## Data to process

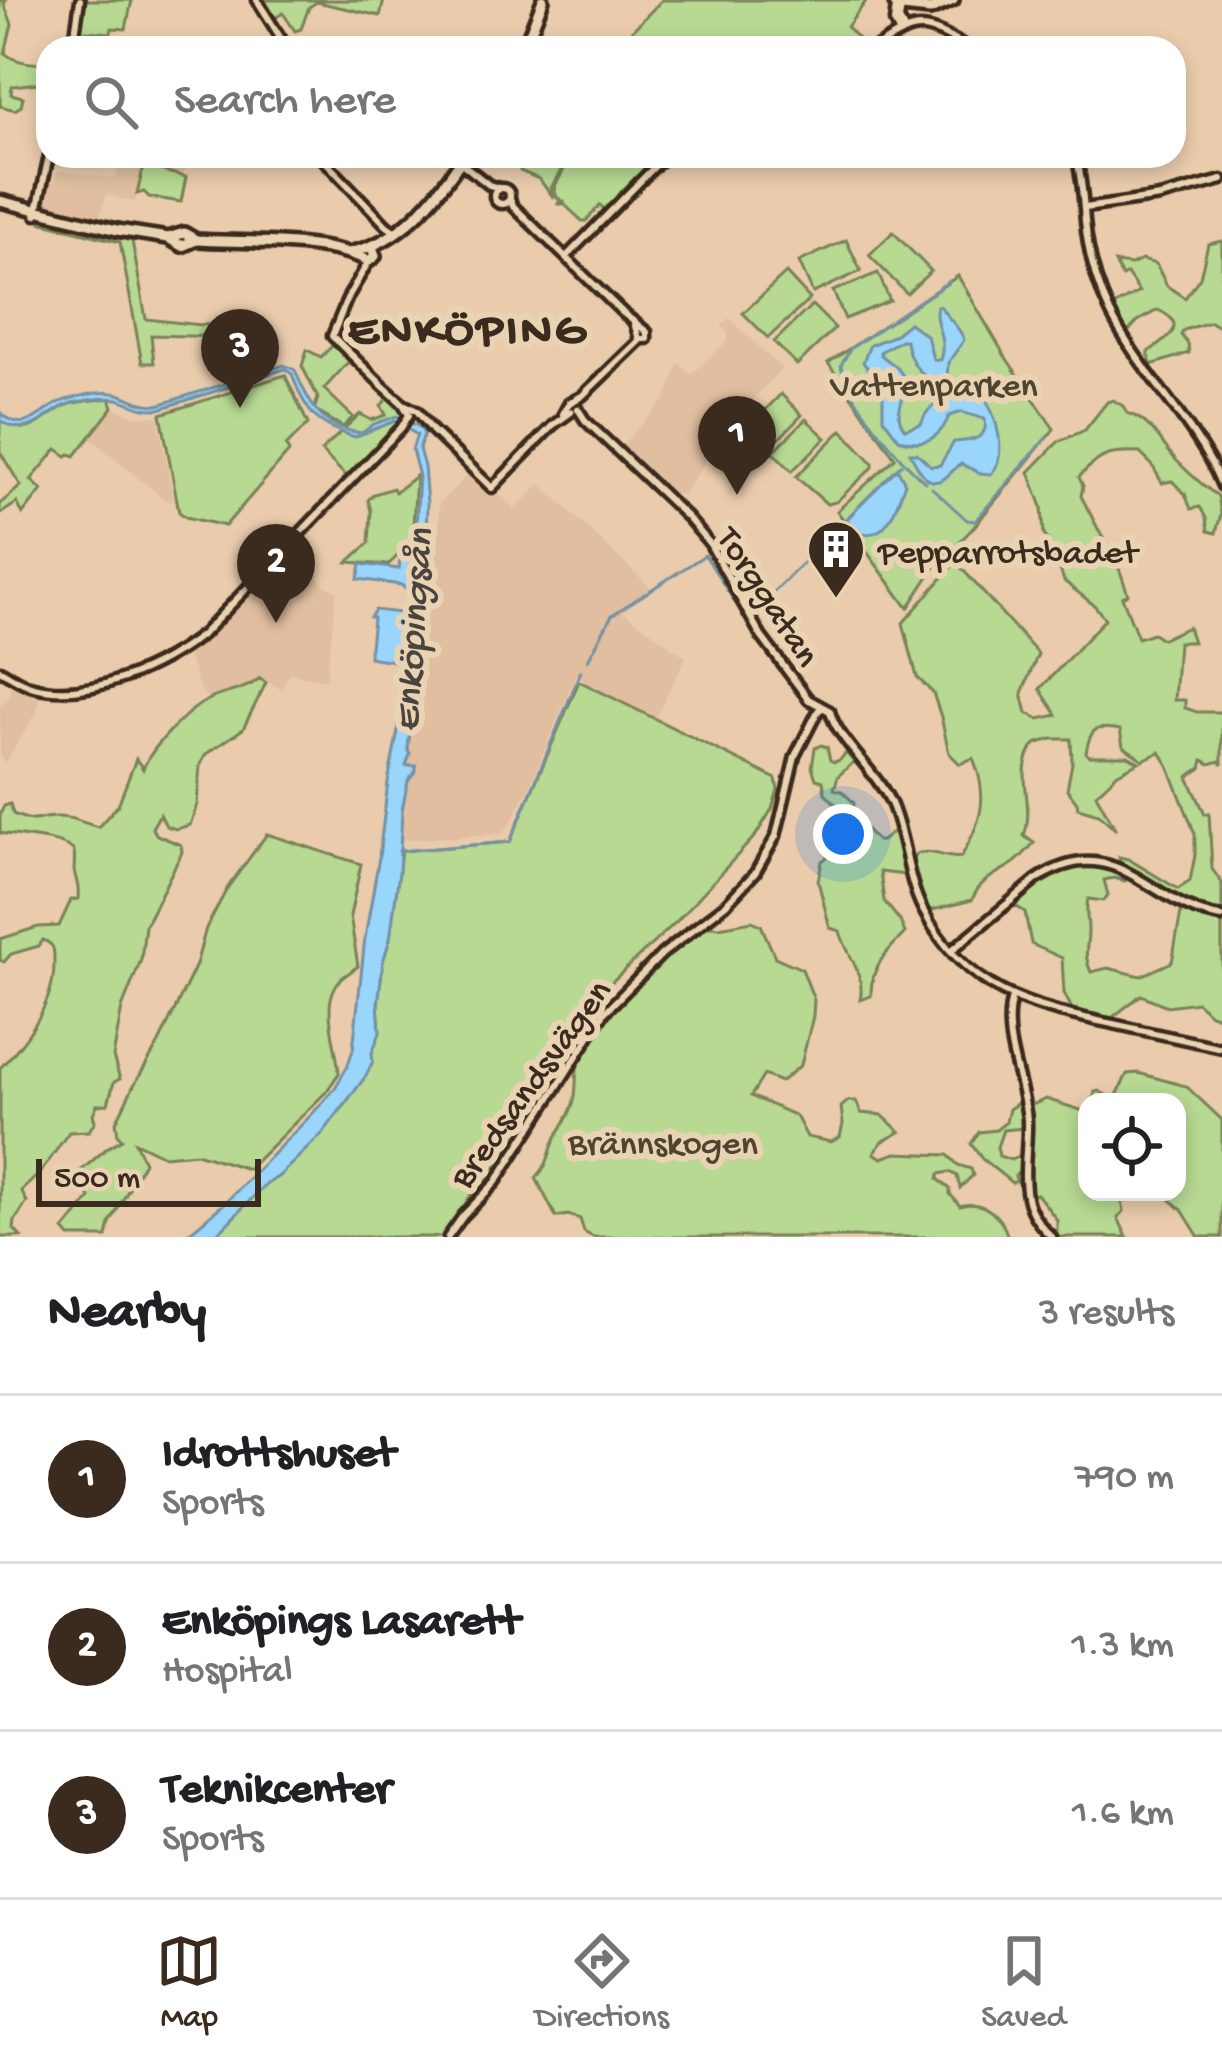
<!DOCTYPE html>
<meta charset="utf-8">
<style>
:root{--surface:#fff;--page:#f6f6f6;--text:#202124;--muted:#757577;--line:#e0e0e0;--accent:#3b2a1e}
body{margin:0;font-family:"Gochi Hand",sans-serif;background:var(--page);color:var(--text)}
.controls{position:absolute;right:36px;bottom:36px;display:grid;overflow:hidden;border-radius:24px;box-shadow:0 6px 18px #0003}
.controls button{width:108px;height:108px;display:grid;place-items:center;padding:0;border:0;border-bottom:3px solid var(--line);background:var(--surface);color:var(--text);font:60px sans-serif}
.scale{position:absolute;left:36px;bottom:30px;width:225px;box-sizing:border-box;padding-left:12px;border:6px solid #3b2a1e;border-top:0;font-size:33px;line-height:42px;white-space:nowrap;color:#3b2a1e;-webkit-text-stroke:9px #ead3b3;paint-order:stroke}
.you{position:absolute;left:843px;top:834px;width:42px;height:42px;margin:-30px;border:9px solid #fff;border-radius:50%;background:#1a73e8;box-shadow:0 0 0 18px #1a73e833}
.badge{display:grid;place-items:center;width:78px;height:78px;border-radius:50%;background:var(--accent);color:#fff;font-size:39px;font-weight:700}
.pin{position:absolute;translate:-50% -99px;filter:drop-shadow(0 3px 6px #0008)}
.pin::after{content:'';position:absolute;top:63px;width:42px;height:36px;background:inherit;clip-path:polygon(0 0,100% 0,50% 100%)}
.list{margin:0;padding:0;list-style:none}
h2{display:flex;justify-content:space-between;align-items:center;height:156px;margin:0;padding:0 48px;font-size:51px}
h2 small{font-size:39px;font-weight:400;color:var(--muted)}
.list li{display:grid;grid-template-columns:78px 1fr auto;gap:36px;align-items:center;box-sizing:border-box;height:168px;padding:0 48px;border-top:3px solid var(--line)}
.list b{display:block;font-size:45px;white-space:nowrap}
.list p{margin:0;font-size:39px;white-space:nowrap;color:var(--muted)}
.list em{font-size:39px;font-style:normal;color:var(--muted)}
.icon{flex:none;width:66px;height:66px;fill:none;stroke:currentColor;stroke-width:2;stroke-linecap:round;stroke-linejoin:round}
.map{position:relative;flex:none;width:1222px;height:1237px;overflow:hidden}
.search{position:absolute;background:var(--surface);box-shadow:0 6px 18px #0003;left:36px;right:36px;top:36px;height:132px;display:flex;align-items:center;gap:30px;box-sizing:border-box;padding:0 42px;border-radius:36px;color:var(--muted);font-size:45px}
.sheet{height:660px;background:var(--surface)}
nav{display:flex;justify-content:space-around;align-items:center;box-sizing:border-box;height:168px;border-top:3px solid var(--line);background:var(--surface);font-size:33px;color:var(--muted)}
nav a{display:grid;justify-items:center;gap:6px}
nav .on{color:var(--accent)}
.map>svg:first-child{display:block}
</style>
<div class="map">
<svg width="1222" height="1237" viewBox="0 0 1222 1237">
<rect width="100%" height="100%" fill="#eaccac"/>
<filter id="ink" filterUnits="userSpaceOnUse"><feTurbulence type="fractalNoise" baseFrequency=".00833" numOctaves="2"/><feDisplacementMap in="SourceGraphic" scale="24" xChannelSelector="R" yChannelSelector="G"/><feConvolveMatrix kernelMatrix="1 2 1 2 8 2 1 2 1" color-interpolation-filters="sRGB"/></filter>
<g filter="url(#ink)">
<g fill="#e0be9f">
<path d="M122 156H171L187 160 177 203 149 198 143 193 137 195 135 202 106 195 99 222 44 208 49 181 54 182 57 170 115 179Z"/>
<path d="M729 318 782 369 733 419 683 495 671 493 622 445 665 400 679 363 689 373H693L728 340V334L722 326Z"/>
<path d="M113 407 133 416H158L174 502 165 500 89 437Z"/>
<path d="M473 470 515 509 541 484 652 589 621 610 686 657 656 717 590 685 576 674 529 788 509 826 501 834 402 840V810L408 781 411 775 410 768 406 766 417 685 427 540 439 539V503Z"/>
<path d="M294 553 316 569 318 577 325 586 337 591 326 680 290 673 281 689 260 678 252 686 209 699 201 691 187 655 188 651 237 605 253 591H259Z"/>
<path d="M13 680 41 691 36 714 5 763 0 756V705L8 699Z"/>
</g>
<g fill="#b7d992" stroke="#798258" stroke-width="3">
<path d="M0 0H6L4 4 12 24 5 53C15 63 35 64 48 63V82L12 86 11 94 23 97 21 106 15 110 0 106Z"/>
<path d="M84 0H132L126 29 112 28 111 33 86 31V48H76Z"/>
<path d="M262 0H384L380 16 317 2 309 7 301 29 295 31 283 13 275 18Z"/>
<path d="M662 0H867L847 27 866 48H615Z"/>
<path d="M525 156H569L551 188 554 198 539 179 520 171Z"/>
<path d="M571 156H661L607 212 600 205 586 221H582L565 205 564 201H561L562 204H558L560 199 557 198 554 188Z"/>
<path d="M145 161 158 165 159 170 186 177 181 202 149 197 144 192 137 194Z"/>
<path d="M45 221 132 241 146 319 201 325 245 324 246 334 225 337 151 335 154 363H142L120 242 40 222Z"/>
<path d="M893 232 931 271 907 294 869 255Z"/>
<path d="M846 240 861 271 813 293 799 262Z"/>
<path d="M1222 241V329L1210 322 1184 330 1181 335 1188 344 1189 353 1151 365 1148 352C1166 340 1191 325 1158 310L1138 321 1129 331H1125L1110 308 1139 292 1127 274 1122 277 1115 263 1131 265 1142 260 1156 264 1167 286 1185 298 1200 277 1208 244Z"/>
<path d="M786 273 810 299 768 338 743 313Z"/>
<path d="M878 273 890 301 845 319 833 291Z"/>
<path d="M958 276 1005 356 1054 429 973 528 935 567 908 608 837 511 895 458 828 363Z"/>
<path d="M812 305 835 328 797 365 774 342Z"/>
<path d="M335 343 352 358 324 389 353 417 343 427 314 410 318 398 302 366 307 350 321 357Z"/>
<path d="M285 375 308 424 286 446 289 452 225 526 186 517 179 512 161 414Z"/>
<path d="M781 394 802 415 769 449 748 428Z"/>
<path d="M388 397 404 416 347 477 321 451 360 414 371 420 386 415 381 406Z"/>
<path d="M110 398 113 407 75 456 70 454 67 456 57 449 31 480 42 490 23 514 17 503 0 514V504L21 486 0 452V418C34 444 40 414 70 404 82 401 97 400 110 398Z"/>
<path d="M1113 400 1123 406 1127 413C1152 420 1162 446 1178 462 1190 474 1204 487 1218 496L1221 514 1216 533 1208 531 1206 518 1200 507 1191 509 1185 494 1172 481 1162 483 1152 465 1140 453C1108 452 1101 454 1079 477L1083 486 1081 496 1120 571 1128 594 1122 597 1138 638 1153 633 1162 639 1188 627 1193 642H1178L1174 700H1185V708L1197 712H1222V765L1220 761 1210 764 1203 760 1201 768 1188 777 1205 814 1209 813 1212 869 1222 883V915L1185 904 1120 864 1119 857 1128 859 1178 889 1190 881 1195 855V834L1168 765 1160 752 1143 760 1123 746 1120 730C1095 725 1090 728 1086 753L1089 756H1128L1139 762 1118 773 1096 794 1116 830 1099 814 1078 808 1077 802 1067 789 1072 763 1071 739H1052L1035 744C1013 773 1036 802 1024 836L1034 843C1027 850 1020 860 1011 865 993 876 980 880 972 900L929 911 917 887 913 859 916 854C933 848 946 860 961 857 982 821 989 797 973 758L960 764 949 753 941 717 933 693 917 677 903 623 956 562 1038 654 1022 693 1027 713 1039 719 1057 715 1040 689 1105 619 1095 606 1064 581 1051 544 1044 535 1042 507 1029 472 1058 442 1085 430 1107 402Z"/>
<path d="M806 419 826 438 792 471 773 452Z"/>
<path d="M842 430 873 463V467L836 502 827 504 796 477Z"/>
<path d="M416 476 412 542 388 565 348 562 369 543 371 511 368 500 374 494 393 488 395 492Z"/>
<path d="M260 678 266 683 243 729 206 754 200 765 197 805 190 825 176 829 166 826 160 814 152 828 157 835 181 845 182 852 145 926 141 960 122 1008 113 1057 120 1079 114 1082 108 1104 97 1105 93 1114 95 1121 89 1131 69 1132 41 1172 21 1191 27 1202 15 1221 14 1229 21 1237H0V1068C27 1040 55 1003 54 963 54 949 55 945 43 940L39 946 11 954 4 962 0 960V939L38 927 59 926 71 900 78 899C79 887 77 883 74 871 74 869 75 855 74 852 68 839 15 836 0 833V814L4 806 10 804 13 814C40 825 30 818 55 817 70 816 84 823 98 827L118 805 136 759 143 769C151 748 187 710 208 700 225 691 244 692 260 678Z"/>
<path d="M579 681 776 779 778 790 772 809 756 835 677 921 586 1006 521 1129 484 1185 471 1195 443 1237H214L266 1184 279 1176 346 1104 349 1096 357 1087 380 1032 378 1004 383 961 390 939 401 851 510 842Z"/>
<path d="M821 745 827 747 830 760 834 762 840 760 846 753 854 762 838 776 834 789 842 791 854 803 853 815 877 841H882L896 829 905 875 880 872 884 901 900 921 905 933C886 952 870 968 871 996L860 1000C866 973 846 955 840 931L830 928 818 881 822 861 842 846 848 817 825 793 823 781 816 779 812 767 815 748Z"/>
<path d="M267 834 361 864 350 916 358 966C353 970 347 974 342 978 318 1000 337 1045 339 1073L326 1092 248 1169 196 1153 164 1156 135 1142 144 1162 110 1223 107 1237H70L64 1230 90 1198 85 1189 68 1182 107 1148 122 1139 118 1135 116 1122 133 1087 159 1043 196 965 206 928 228 887Z"/>
<path d="M1102 865 1130 875 1125 881 1114 878 1104 880 1108 895 1103 901 1088 899C1085 912 1088 918 1088 930 1088 948 1083 955 1091 972L1108 968 1141 976 1172 962 1182 907 1222 919V1018L1210 1014 1197 1002 1167 1006 1141 995 1108 1021 1075 1015 1064 993 1062 958 1031 944 1025 912 1012 904C1043 877 1059 864 1102 865Z"/>
<path d="M752 921 761 925 775 957 802 969 814 1000 813 1016 801 1065 781 1082 764 1075 751 1096 796 1116 807 1137 831 1142 840 1137 843 1124 841 1107 848 1101H856L861 1113 882 1115 900 1132 882 1142 874 1153 882 1158 896 1153 948 1155 958 1165 971 1169 973 1175 960 1188 957 1176 950 1172 939 1174 938 1179 950 1189V1194L960 1206C983 1199 1002 1216 1008 1237H593L584 1232 580 1219 568 1215 556 1217 536 1178C550 1163 548 1154 556 1137 563 1124 572 1113 575 1096 577 1084 575 1072 579 1060 592 1016 665 950 703 925L719 927Z"/>
<path d="M1138 1073 1186 1086 1222 1120V1237H1199L1182 1210 1162 1192H1177V1102H1093L1095 1092 1099 1091 1115 1100 1127 1074Z"/>
<path d="M1046 1099 1087 1112V1192H1120L1124 1211 1118 1218 1127 1237H1057V1220L1037 1194 1029 1196 1027 1107Z"/>
<path d="M1018 1103 1022 1106 1025 1128 1003 1130 997 1147 999 1156 1011 1160 1024 1154V1167L1015 1176 1017 1181 1012 1183 982 1159 971 1144 979 1132 996 1130 1006 1122 1009 1109Z"/>
</g>
<g fill="#9ad6fb" stroke="#7491a3" stroke-width="3">
<path d="M937 306 941 307C948 320 960 326 964 340L948 363 947 379C924 388 907 358 906 340H901L880 352 881 355C886 360 893 363 898 369 918 391 887 408 905 429L921 424C931 396 947 406 968 389L982 393C996 414 1009 454 991 474L980 473 961 464C955 468 951 473 945 478 926 491 917 464 910 453H917L931 466 940 465 954 442C969 441 989 440 985 419L961 412 949 416C940 439 923 447 899 439L883 418V389L863 362 870 345 893 336 909 323 927 336 933 359 940 360C948 338 932 323 937 306Z"/>
<path d="M284 365 295 370C309 404 321 429 362 433L374 424 397 416 420 427 424 434 419 449 424 467 427 503 424 605 408 749 410 754 406 766H416V771L408 781 402 810 399 872 390 939 383 961 378 1004 380 1032 372 1053 373 1061 366 1076 323 1133 279 1176 266 1184 214 1237H184L225 1203 314 1112 335 1088 347 1067 353 1050 365 938 379 857 388 782 401 715 397 708 408 662 402 659 400 662 369 657 373 618 370 617 375 610 409 614 408 624 410 625 415 598 401 585 358 579 361 564 399 569 400 559 415 544 419 476 412 450 417 435 395 421 355 437C314 424 306 412 292 374L285 369 159 409C143 410 136 405 121 400 109 396 86 400 72 403 45 411 33 441 1 421L0 412C28 439 40 407 66 400 84 395 105 389 122 395 136 401 143 405 158 405Z"/>
<path d="M897 468 905 483C898 501 889 540 862 533 860 532 848 521 846 519Z"/>
</g>
<g fill="none" stroke-linecap="round" stroke-linejoin="round">
<g stroke="#7491a3" stroke-width="3">
<path d="M883 482 902 464"/>
<path d="M925 482C901 461 845 396 841 365L851 348 949 281"/>
<path d="M932 488 967 520 975 521 1046 438"/>
<path d="M756 610 855 511"/>
<path d="M588 660 612 615 705 555 744 617"/>
<path d="M399 851 510 842 581 671"/>
</g>
<g stroke="#3b2a1e" stroke-width="15">
<g id="minor">
<path d="M257 0 287 48"/>
<path d="M896 6 894 22 899 32"/>
<path d="M901 8 899 19 904 30"/>
<path d="M73 48 80 0"/>
<path d="M875 48C920 20 924 23 969 48"/>
<path d="M320 156 387 226 396 232"/>
<path d="M1076 156C1082 177 1083 199 1085 221 1088 253 1096 283 1110 312 1140 374 1195 421 1222 486"/>
<path d="M460 162 489 185 499 188"/>
<circle cx="502" cy="196" r="8"/>
<path d="M510 199 513 206 623 313 647 332V339H639L634 323"/>
<path d="M1085 208 1160 197 1222 180"/>
<path d="M36 215 49 156"/>
<path d="M566 257 665 156"/>
<path d="M369 261 348 297 332 336 383 386 403 404 417 411 432 430 492 488 553 425 571 412"/>
<path d="M578 409 585 420 688 518 710 544 761 636 809 700"/>
<path d="M563 414 569 403 582 396 639 341"/>
<path d="M0 670C11 676 22 684 34 687 90 701 161 667 203 634L401 428 409 415 403 404"/>
<path d="M808 699 830 711C836 738 877 772 891 803 906 837 906 877 923 910 965 992 1031 1007 1113 1024 1149 1032 1186 1040 1222 1048"/>
<path d="M952 950 1036 880C1116 826 1150 908 1222 917"/>
<path d="M1012 997C1000 1037 1024 1081 1027 1120 1028 1145 1022 1173 1027 1197 1030 1214 1040 1226 1052 1237"/>
<path d="M448 1237 463 1216 496 1182 605 1012 662 954 726 904 755 873 776 836 795 756 818 711 822 708"/>
</g>
</g>
<g stroke="#3b2a1e" stroke-width="18">
<g id="major">
<path d="M895 4 896 0"/>
<path d="M902 7 930 10 953 0"/>
<path d="M524 48 543 0"/>
<path d="M0 201 117 230 168 238 182 246 196 240"/>
<path d="M168 238 184 233 196 240C245 243 327 239 369 261L375 256 372 247"/>
<path d="M352 252C401 242 436 198 464 156"/>
</g>
</g>
<use href="#minor" stroke="#ead3b3" stroke-width="6"/>
<use href="#major" stroke="#ead3b3" stroke-width="9"/>
</g>
</g>
<defs>
<g id="building-pin" transform="scale(3)"><path d="M0 17L-7.5 6A9.5 9.5 0 1 1 7.5 6Z" fill="#3b2a1e" stroke="#ead3b3"/><path d="M-4-6H4V6H1V3H-1V6H-4ZM-2.5-4.3h1.7v1.8h-1.7ZM.8-4.3h1.7v1.8H.8ZM-2.5-1h1.7V.8h-1.7ZM.8-1h1.7V.8H.8Z" fill="#fff"/></g>
</defs>
<g fill-rule="evenodd">
<use href="#building-pin" x="836" y="549"/>
</g>
<g text-anchor="middle" stroke-width="12" stroke-linejoin="round" paint-order="stroke">
<g font-size="36" fill="#4e442f" stroke="#ead3b3">
<text x="934" y="395">Vattenparken</text>
<text x="663" y="1153">Brännskogen</text>
</g>
<g font-size="36" fill="#3b2a1e" stroke="#ead3b3" text-anchor="start">
<text x="878" y="562">Pepparrotsbadet</text>
</g>
<g font-size="36" fill="#3b2a1e" stroke="#ead3b3">
<text transform="translate(771 595) rotate(57)" y="13">Torggatan</text>
<text transform="translate(528 1082) rotate(-54)" y="13">Bredsandsvägen</text>
</g>
<g font-size="39" font-style="italic" fill="#49443f" stroke="#ead3b3">
<text transform="translate(410 630) rotate(-86)" y="14">Enköpingsån</text>
</g>
<g font-size="48" font-weight="bold" letter-spacing="3" fill="#3b2a1e" stroke="#ead3b3">
<text x="468" y="342">ENKÖPING</text>
</g>
</g>
</svg>
<div class="controls">
<button><svg class="icon" aria-label="locate" viewBox="0 0 24 24"><circle cx="12" cy="12" r="6"/><path d="M12 2v4M12 18v4M2 12h4M18 12h4"/></svg></button>
</div>
<div class="scale">500 m</div>
<div class="you"></div>
<div class="pin badge" style="left:737px;top:495px">1</div>
<div class="pin badge" style="left:276px;top:623px">2</div>
<div class="pin badge" style="left:240px;top:408px">3</div>
<div class="search"><svg class="icon" aria-label="search" viewBox="0 0 24 24"><circle cx="10" cy="10" r="6"/><path d="M15 15l6 6"/></svg>Search here</div>
</div>
<section class="sheet">
<h2>Nearby<small>3 results</small></h2>
<ul class="list">
<li><span class="badge">1</span><div><b>Idrottshuset</b><p>Sports</p></div><em>790 m</em></li>
<li><span class="badge">2</span><div><b>Enköpings Lasarett</b><p>Hospital</p></div><em>1.3 km</em></li>
<li><span class="badge">3</span><div><b>Teknikcenter</b><p>Sports</p></div><em>1.6 km</em></li>
</ul>
</section>
<nav>
<a class="on"><svg class="icon" aria-label="map" viewBox="0 0 24 24"><path d="M3 6l6-2 6 2 6-2v14l-6 2-6-2-6 2zM9 4v14M15 6v14"/></svg>Map</a>
<a><svg class="icon" aria-label="directions" viewBox="0 0 24 24"><path d="M12 3l9 9-9 9-9-9zM9 14v-3h6M13 9l2 2-2 2"/></svg>Directions</a>
<a><svg class="icon" aria-label="saved" viewBox="0 0 24 24"><path d="M7 4h10v16l-5-4-5 4z"/></svg>Saved</a>
</nav>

## Work order
Among the records above, which lines hold the word "accent"? Copy each one.

## Your response
:root{--surface:#fff;--page:#f6f6f6;--text:#202124;--muted:#757577;--line:#e0e0e0;--accent:#3b2a1e}
.badge{display:grid;place-items:center;width:78px;height:78px;border-radius:50%;background:var(--accent);color:#fff;font-size:39px;font-weight:700}
nav .on{color:var(--accent)}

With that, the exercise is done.